DESCRIPTION OF THE TASK
Search the material below for the string "Topógrafos" and extract each line that has it.

=== Section Start ===

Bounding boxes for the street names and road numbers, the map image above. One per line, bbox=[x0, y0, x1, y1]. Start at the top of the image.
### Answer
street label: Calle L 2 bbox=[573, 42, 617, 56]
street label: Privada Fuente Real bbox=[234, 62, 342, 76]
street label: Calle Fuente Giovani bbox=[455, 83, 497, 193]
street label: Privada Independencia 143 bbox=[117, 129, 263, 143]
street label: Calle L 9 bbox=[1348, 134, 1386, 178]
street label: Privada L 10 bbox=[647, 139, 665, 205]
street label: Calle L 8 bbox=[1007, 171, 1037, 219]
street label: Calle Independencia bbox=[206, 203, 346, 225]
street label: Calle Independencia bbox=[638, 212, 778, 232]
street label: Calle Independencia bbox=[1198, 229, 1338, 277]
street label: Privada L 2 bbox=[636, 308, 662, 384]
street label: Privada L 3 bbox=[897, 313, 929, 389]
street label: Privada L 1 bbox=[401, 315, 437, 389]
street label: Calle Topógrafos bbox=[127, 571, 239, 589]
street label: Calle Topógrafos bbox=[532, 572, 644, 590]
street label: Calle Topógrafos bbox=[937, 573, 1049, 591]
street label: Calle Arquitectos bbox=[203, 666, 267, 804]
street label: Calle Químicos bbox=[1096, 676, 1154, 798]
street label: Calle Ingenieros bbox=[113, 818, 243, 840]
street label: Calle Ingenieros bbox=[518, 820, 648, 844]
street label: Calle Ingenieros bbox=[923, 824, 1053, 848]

=== Section End ===

TASK RESULT
street label: Calle Topógrafos bbox=[127, 571, 239, 589]
street label: Calle Topógrafos bbox=[532, 572, 644, 590]
street label: Calle Topógrafos bbox=[937, 573, 1049, 591]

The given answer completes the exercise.